Strings
Rust has two string types: the str
type for fixed-length character sequences and the String
type for heap-allocated, growable character sequences. A str
is like an array in that it's fixed in size. String
, on the other hand, is like an ArrayList
. It wraps around a string and adds a bunch of operations, like resizing, inserting, and removing. Both abstractions are provided because sometimes we want the power of String
but other times we don't want to pay its performance costs.
The type str
is used for both string literals and speedy sharing of character data that's wrapped up in a String
. In both these cases, the text is owned by some other entity, and we are merely borrowing it. When we borrow a value, we are given a pointer to the original memory. If the original value has type T
, the borrowed value has type &T
—which we read as “a reference to a T
”. In practice, we never use str
because low-level text is always borrowed. We use &str
, as in this declaration:
let country: &str = "Vanuatu";
The real str
object is stored in the read-only code section of the process. The variable country
is a reference to that memory, a &str
. The Rust community calls a reference to a sequence of values a slice. So &str
is a string slice. Later we will see slices for other collections.
Only a limited set of operations are available on string slices. The contains
, find
, rfind
, starts_with
, and ends_with
methods search for a substring. The lines
method yields an iterator over the lines of the text, much like the lines
function of Haskell. The polymorphic parse
method behaves like Haskell's read
function. The trim
methods yield a new slice that doesn't include leading and trailing whitespace. The split
methods yield an iterator over subslices separated by delimiters. This code splits a list of comma-separated weekdays and prints each day on its own line:
let series = "lunes,martes,miércoles";
let days = series.split(",");
for day in days {
println!("{}", day);
}
The variable series
has type &str
, but here we are calling str
methods on it. A &str
is effectively a pointer, but a str
is an actual text object. Rust automatically dereferences an &str
into a str
.
Where possible, str
methods neither modify nor copy the character data. For example, the trim
method returns a slice that refers to a portion of the exact same memory as the original slice. A similar method in C would have to either mutate the original string or dynamically allocate memory for the trimmed version because C strings must end in a null terminator. Rust slices don't use null terminators. Instead, they mark off a window of memory using a starting pointer and a length. The slice that trim
returns is a pointer that points after the leading whitespace of the original slice and a length that ends the slice right before the trailing whitespace.
When str
operations do need to modify the character data, they typically return a new String
, which causes a heap allocation. The to_uppercase
, to_lowercase
, and replace
methods do this. This code lowers an HTML element name:
let element: &str = "IMG";
let element: String = element.to_lowercase();
println!("{}", element);
The second element
shadows the first and uses a different type. Explicit types are not necessary here, but they emphasize the type change.
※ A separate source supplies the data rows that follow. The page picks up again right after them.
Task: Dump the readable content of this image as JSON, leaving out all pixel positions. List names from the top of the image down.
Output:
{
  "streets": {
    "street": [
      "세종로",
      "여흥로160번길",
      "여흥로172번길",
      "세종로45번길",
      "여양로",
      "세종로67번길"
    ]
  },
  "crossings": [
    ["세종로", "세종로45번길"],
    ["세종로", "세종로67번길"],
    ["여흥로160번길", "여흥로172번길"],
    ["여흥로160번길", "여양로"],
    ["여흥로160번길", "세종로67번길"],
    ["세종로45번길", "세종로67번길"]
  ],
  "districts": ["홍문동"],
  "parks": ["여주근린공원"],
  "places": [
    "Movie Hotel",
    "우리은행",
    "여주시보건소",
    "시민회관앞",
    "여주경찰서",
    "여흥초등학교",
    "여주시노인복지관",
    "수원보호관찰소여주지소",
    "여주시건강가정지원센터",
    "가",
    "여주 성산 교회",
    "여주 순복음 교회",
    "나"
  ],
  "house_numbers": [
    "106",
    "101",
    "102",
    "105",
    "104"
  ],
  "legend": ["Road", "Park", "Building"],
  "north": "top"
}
Noticeably absent from str
is a subscript operator or a char_at
method. The Rust designers left these out because they take the complexity of Unicode more seriously than most other languages you have used. When we write text.charAt(i)
in Java, we get back a character that has been arrived at through fast but naive offset arithmetic. But human languages are not always encoded using just one character per symbol. Symbols in UTF-8, for example, may be between one and four bytes wide. There's no way to determine what character i
is without interpreting each byte to determine a character's width. Rust makes it difficult to ignore the complexities of human language by forbidding strings from being viewed as arrays of characters that can be randomly accessed in constant time. Rather, they are linked lists that must be traversed in linear time.
That said, if we are certain that we have only single-byte characters, we may iterate through the text using an iterator returned by the bytes
or chars
methods:
let theme = "FLUTE";
// Print characters one per line
for c in theme.chars() {
println!("{}", c);
}
println!("{:?}", theme.chars().nth(3)); // prints Some('T')
The last statement uses the nth
method to retrieve a character at a particular index, emulating the behavior of charAt
. It yields an Option
type.
The String
type provides operations that may alter the size of the character data. The pop
method removes the last character. The push
method appends a character, and push_str
appends another string. The insert
method adds a character and insert_str
a string at an arbitrary index. The index is a usize
. The clear
method empties the string of all its characters. The replace_range
replaces a window of the string with some other string of arbitrary length. The String
type also supports all methods of str
.
Many of the methods of String
require the receiver to be mutable. This code mutates the variable verb
by inserting some extra characters:
let mut verb = String::from("mutate");
verb.insert_str(3, "il");
println!("{}", verb); // prints mutilate